Well, you can see the predicament I was in, can’t you? I couldn’t exactly run around town on company time investigating Gordon’s murder. It would give Bob Avery the ammunition he needed to give me the boot. But if I kept taking sick days and vacation days, that would raise eyebrows, too. Until two weeks ago, I hadn’t taken a sick day in thirty years. And I probably hadn’t used a tenth of the vacation time I had coming. And now if I wasn’t careful, the pathetic life I’d lived was going to rear up and bite me.

So as silly as it seems, taking those four hours made me as anxious as an earthworm at a robin convention. But no way in hell was I going to miss Gordon’s burial!

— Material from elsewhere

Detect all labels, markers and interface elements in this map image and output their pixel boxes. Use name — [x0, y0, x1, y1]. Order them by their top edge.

I left the morgue at noon. I had a bagel and tea at Ike’s then drove to Lutheran Hill. It was one of those April days in Ohio when Mother Nature can’t decide which would make people more miserable, freezing rain or slushy snow, so she decides to give them both, with a knock-you-on-your-keister wind thrown in just for fun.

Lutheran Hill is located just east of downtown. In the old days it was packed with German immigrants. Now it’s a rich mix of Blacks, Pakistanis, Koreans, Mexicans and Appalachian Whites. The cemetery sits right in the middle of this gumbo, like a big saltine cracker.

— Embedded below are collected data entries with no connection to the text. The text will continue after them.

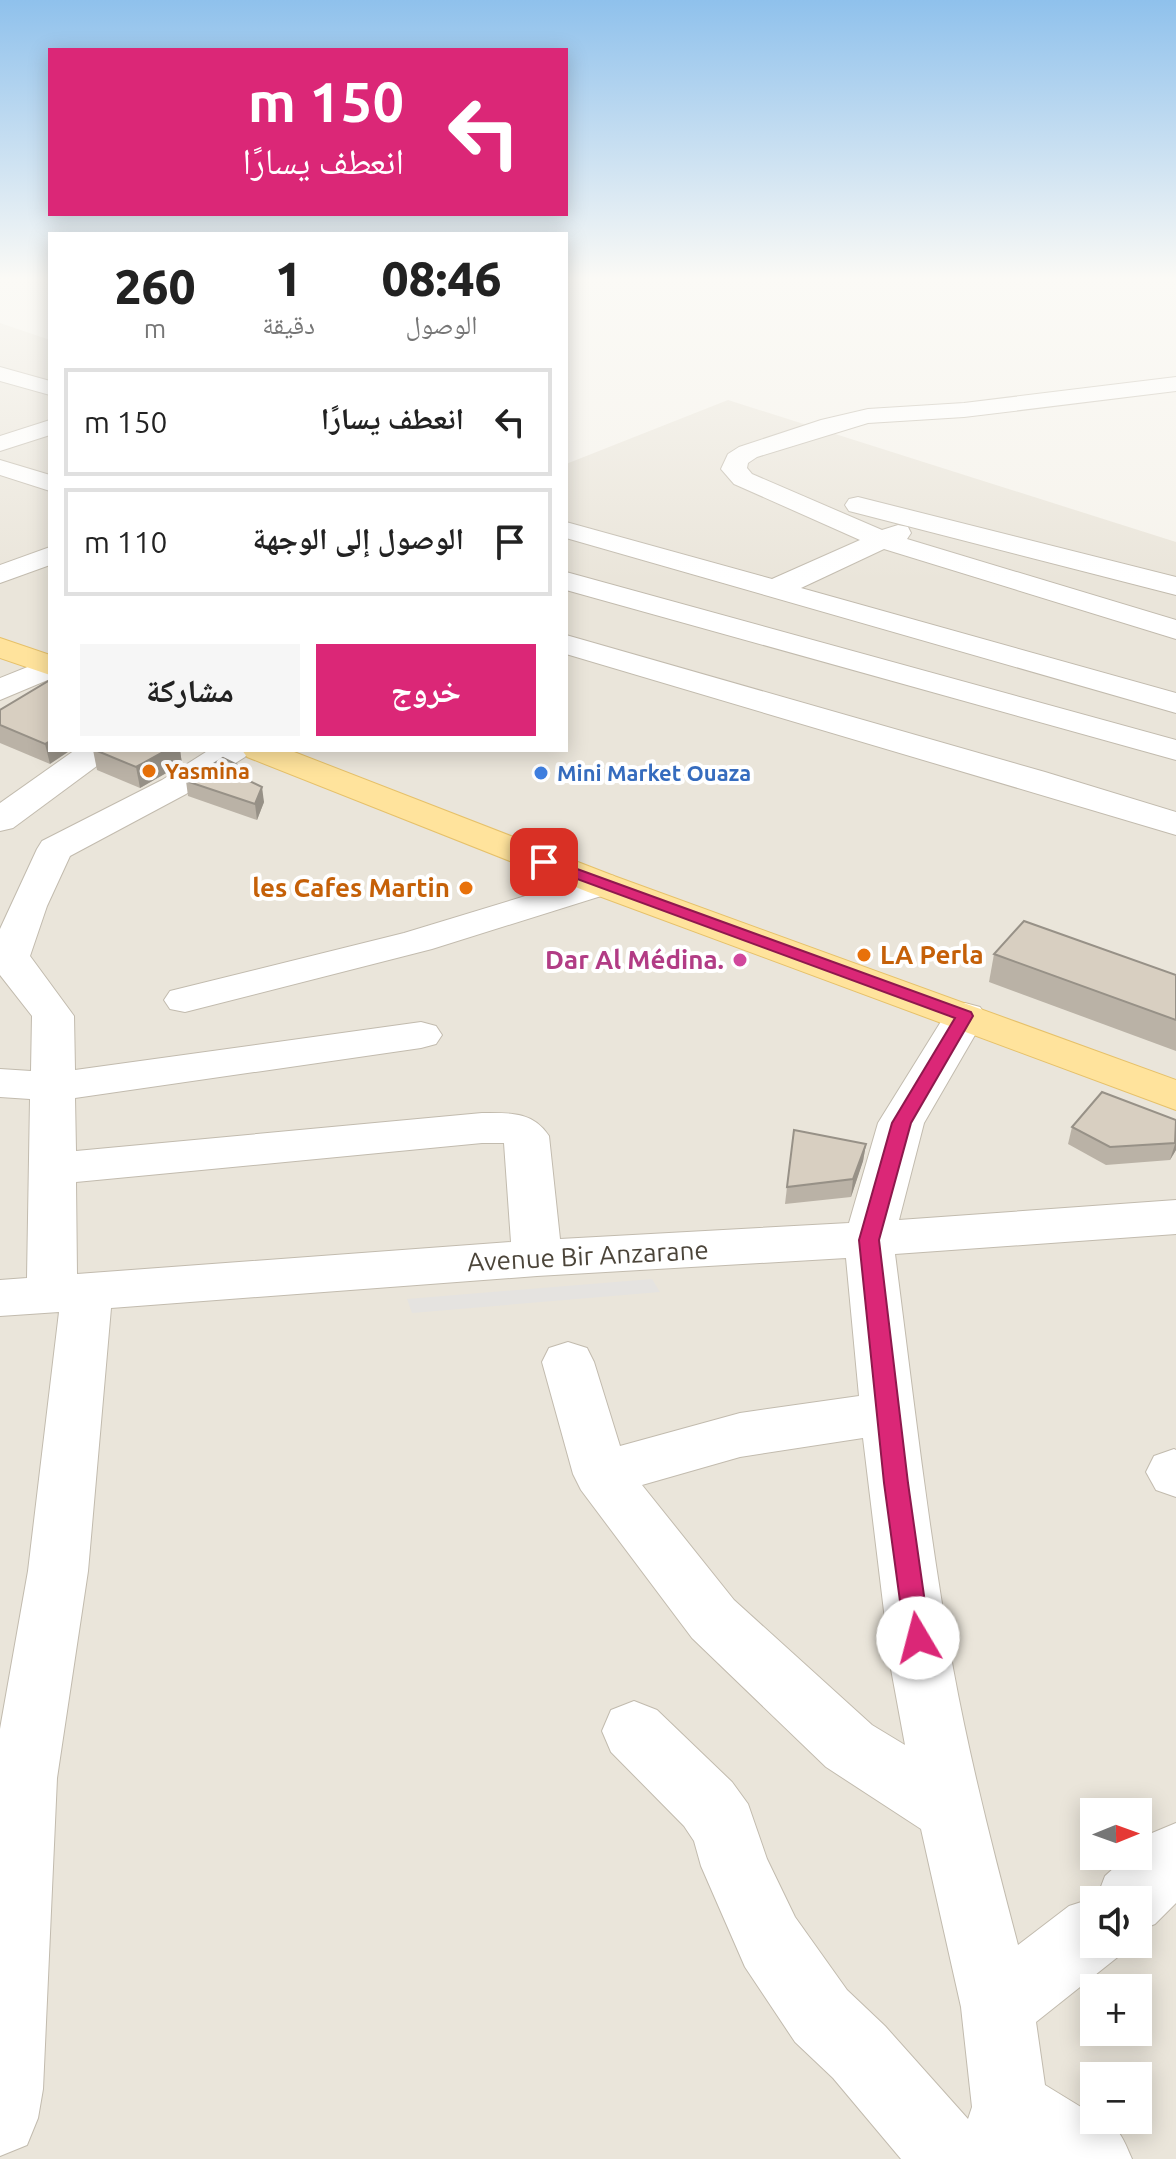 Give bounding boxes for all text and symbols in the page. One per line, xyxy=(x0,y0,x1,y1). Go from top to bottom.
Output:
text: 150 m xyxy=(248,70,404,133)
icon: left xyxy=(432,80,536,184)
text: انعطف يسارًا xyxy=(243,140,404,181)
text: 1 xyxy=(275,251,302,305)
text: 08:46 xyxy=(381,251,502,305)
text: 260 xyxy=(114,259,196,313)
text: دقيقة xyxy=(262,310,315,339)
text: الوصول xyxy=(406,310,477,339)
text: m xyxy=(144,314,166,343)
icon: left xyxy=(488,400,532,444)
text: انعطف يسارًا xyxy=(321,401,464,435)
text: 150 m xyxy=(84,405,168,439)
icon: arrive xyxy=(488,520,532,564)
text: الوصول إلى الوجهة xyxy=(253,521,464,555)
text: 110 m xyxy=(84,525,168,559)
button: مشاركة xyxy=(80,644,300,736)
button: خروج xyxy=(316,644,536,736)
place label: Yasmina xyxy=(165,758,250,783)
place label: Mini Market Ouaza xyxy=(557,760,751,785)
marker: Yasmina xyxy=(140,762,158,780)
marker: Mini Market Ouaza xyxy=(532,764,550,782)
pin xyxy=(510,828,578,896)
icon: arrive xyxy=(522,840,566,884)
place label: les Cafes Martin xyxy=(252,873,450,902)
marker: les Cafes Martin xyxy=(457,879,475,897)
place label: LA Perla xyxy=(880,940,984,969)
place label: Dar Al Médina. xyxy=(545,945,724,974)
marker: LA Perla xyxy=(855,946,873,964)
marker: Dar Al Médina. xyxy=(731,951,749,969)
street label: Avenue Bir Anzarane xyxy=(467,1235,709,1276)
position arrow xyxy=(876,1596,960,1680)
north arrow xyxy=(1080,1798,1152,1870)
map controls xyxy=(1080,1798,1152,2134)
button: sound xyxy=(1080,1886,1152,1958)
button: + xyxy=(1080,1974,1152,2046)
button: − xyxy=(1080,2062,1152,2134)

I drove through the wrought-iron arch and crackled slowly along the winding gravel drive, past a million forgotten tombstones. Just beyond the statue honoring the city’s Civil War dead, I spotted a small caravan of vehicles parked half on the drive and half on the mushy brown grass. There was a hearse, a rusty pickup truck pulling a small yellow forklift, and one of those cute little Subaru station wagons with an empty antler-like rack on the roof. I kept my distance, parking a good hundred yards away. I rolled down my window and watched.

The doors of the three vehicles opened together, as if on cue. From the hearse emerged a man wearing a black topcoat and bright blue earmuffs. From the pickup emerged a bony man in a faded flannel shirt and tattered, insulated vest. From the Subaru with the antlers emerged a hairy young man wearing a buckskin coat with fringed sleeves, and a black cowboy hat with silver discs around the brim.

They gathered in the driveway and talked for a minute. Then the man in the flannel shirt went to his truck and unhitched the forklift. He maneuvered it to the back of the hearse, raised the tongs high and removed Gordon’s casket. He drove to a freshly dug grave on a small knoll above the drive. While the other men dug their hands into their pockets and watched, Flannel Man guided the casket onto the metal frame erected over the grave. They watched, and I watched, as he lowered the casket to the bottom of the rectangular hole. Good gravy, was I the only one of Gordon’s friends who knew he was being buried that day?